L'Histoire retiendra sans doute le nom de Sahbi Atig, qui s'est cru en droit d'intimider ses compatriotes par des propos qui, dans un État de droit, tomberaient sous le coup de la loi.
Par Mohamed Ridha Bouguerra*
Oui, à bien y réfléchir, il va falloir remercier l'honorable député Sahbi Atig pour les menaces ouvertes qu'il a adressées au peuple tunisien en marge de la manifestation à laquelle a appelé, samedi 13 juillet, le parti Ennahdha en soutien au président Morsi en Égypte.
Le vrai visage d'Ennahdha
Oui, il faut remercier le sieur Atig pour ces propos historiques qui ont choqué la plupart de nos compatriotes et qu'il serait bon de rappeler ici: «Toute personne qui ose piétiner la légitimité en Tunisie, sera piétinée par cette légitimité même. Toute personne qui ose porter atteinte à la volonté du peuple aussi bien en Égypte qu'en Tunisie, sera vouée à la rue tunisienne qui sera autorisée à en faire ce qu'elle voudra, y compris répandre son sang.»

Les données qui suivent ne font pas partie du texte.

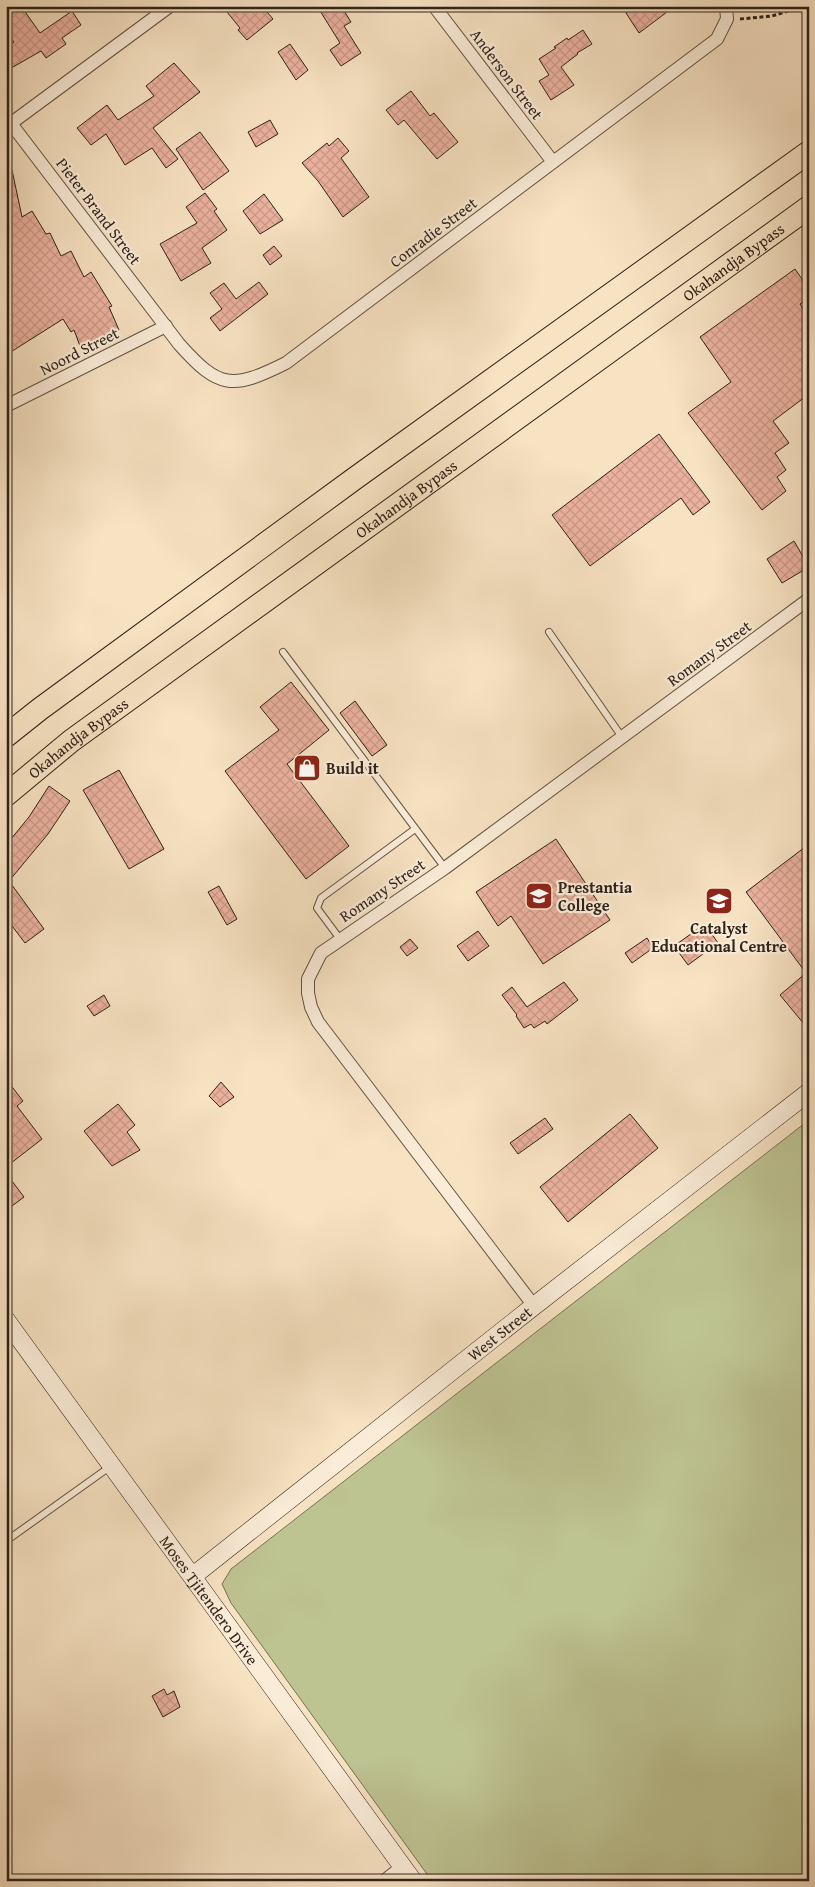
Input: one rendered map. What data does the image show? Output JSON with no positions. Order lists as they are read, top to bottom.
{
  "streets": {
    "highway": ["Okahandja Bypass"],
    "street": [
      "Anderson Street",
      "Pieter Brand Street",
      "Conradie Street",
      "Noord Street",
      "Romany Street",
      "West Street",
      "Moses Tjitendero Drive"
    ]
  },
  "crossings": [
    ["Anderson Street", "Conradie Street"],
    ["Pieter Brand Street", "Conradie Street"],
    ["Pieter Brand Street", "Noord Street"],
    ["Conradie Street", "Noord Street"],
    ["Romany Street", "West Street"],
    ["West Street", "Moses Tjitendero Drive"]
  ],
  "places": {
    "shop": ["Build it"],
    "school or university": ["Prestantia College", "Catalyst Educational Centre"]
  }
}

Oui, il faut remercier le député Atig pour avoir eu l'audace d'évoquer la légitimité de l'Assemblée nationale constituante (ANC) et des institutions qui en sont nées alors qu'il est grassement rémunéré depuis bientôt deux ans par les contribuables bien qu'il ait été explicitement porté à l'ANC par les voix du peuple pour contribuer à la rédaction de notre future constitution... en un an seulement.

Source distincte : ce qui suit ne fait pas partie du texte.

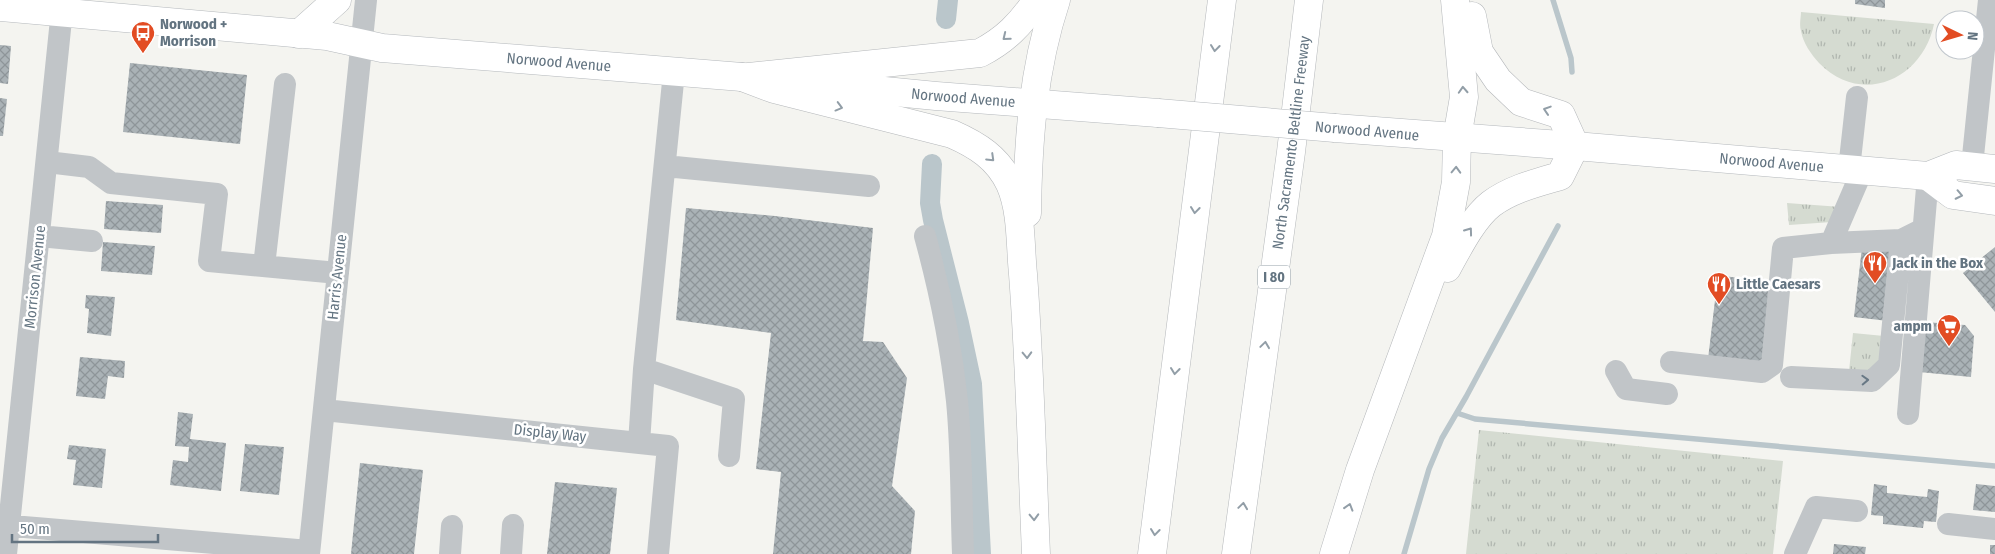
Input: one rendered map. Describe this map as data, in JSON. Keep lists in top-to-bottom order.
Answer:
{
  "streets": {
    "main road": ["Norwood Avenue", "North Sacramento Beltline Freeway", "I 80"],
    "street": ["Morrison Avenue", "Harris Avenue", "Display Way"]
  },
  "crossings": [
    ["Norwood Avenue", "Morrison Avenue"],
    ["Norwood Avenue", "Harris Avenue"],
    ["Harris Avenue", "Display Way"]
  ],
  "places": {
    "bus stop": ["Norwood + Morrison"],
    "restaurant": ["Jack in the Box", "Little Caesars"],
    "supermarket": ["ampm"]
  },
  "scale_bar": "50 m",
  "north": "right"
}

Oui, il faut remercier le sieur Atig, président du groupe parlementaire d'Ennhdha et, faut-il le rappeler, non un novice farfelu en politique, qui, cependant, ne craint pas de se révéler sous son vrai jour en ce saint mois de Ramadan en appelant clairement au meurtre de ses adversaires politiques, avec le risque certain de troubler ainsi la fragile concorde civile et de semer encore davantage la division dans le pays.
Oui, il faut remercier le sieur Atig qui, dans un moment de grand enthousiasme, a clairement révélé le fond de sa pensée politique. N'y pourront plus rien maintenant ses explications alambiquées postérieures, détaillées sur tous les médias publics et privés où il se drape dans l'habit de la victime et selon lesquelles des esprits malsains ont trahi ses propos, leur ont apporté un contenu qu'elles n'ont pas et leur ont donné un sens littéral alors qu'il parlait d'une manière seulement imagée et métaphorique.

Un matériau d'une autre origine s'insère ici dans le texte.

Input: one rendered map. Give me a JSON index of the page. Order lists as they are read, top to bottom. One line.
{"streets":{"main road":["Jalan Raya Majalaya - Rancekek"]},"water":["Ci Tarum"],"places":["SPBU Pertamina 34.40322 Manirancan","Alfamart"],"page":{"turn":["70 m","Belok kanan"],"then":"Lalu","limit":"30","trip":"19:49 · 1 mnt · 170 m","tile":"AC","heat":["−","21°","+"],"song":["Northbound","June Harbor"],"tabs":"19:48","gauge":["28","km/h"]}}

Le projet fasciste démasqué
Oui, il faut sans doute remercier le sieur Atig dont les propos ont nettement démasqué le projet fasciste qui habite aussi, sans conteste, le tréfonds de l'inconscient des membres de son parti.
Oui, il faut remercier le sieur Atig d'avoir placé les Tunisiens devant l'amère réalité, celle de savoir dorénavant qu'ils sont gouvernés par les hommes d'un parti pour qui l'assassinat politique serait un moyen de gouvernement afin d'asseoir et de maintenir une légitimité de plus en plus contestée depuis le 23 octobre 2012. Les hommes d'un parti qui se veut de gouvernement et qui ont utilisé, récemment, des balles de chevrotine contre des manifestants. Comme ils n'ont pas reculé pour asseoir les intérêts de leur parti, au début des années quatre-vingt, de se servir du feu et du vitriol contre de paisibles hommes de religion ou d'humbles citoyens.
Nul ne pourra plus, grâce à M. Sahbi Atig, faire semblant d'ignorer le projet politique fasciste que nous prépare le parti Ennahdha.
Notre action devra, désormais, prendre impérativement en compte le message que vient de nous adresser l'honorable député. Il nous faut donc agir en conséquence afin de combattre la fascisation rampante de notre société et lui opposer un autre projet inspiré par les principes démocratiques et ceux universels des Droits de l'Homme.
C'est pour toutes ces raisons que nous devons des remerciements à M. Sahbi Atig qui, grâce à l'immunité parlementaire dont il jouit, se croit en droit d'intimider ses compatriotes par des propos qui, dans un État de droit, tomberaient sous le coup de la loi.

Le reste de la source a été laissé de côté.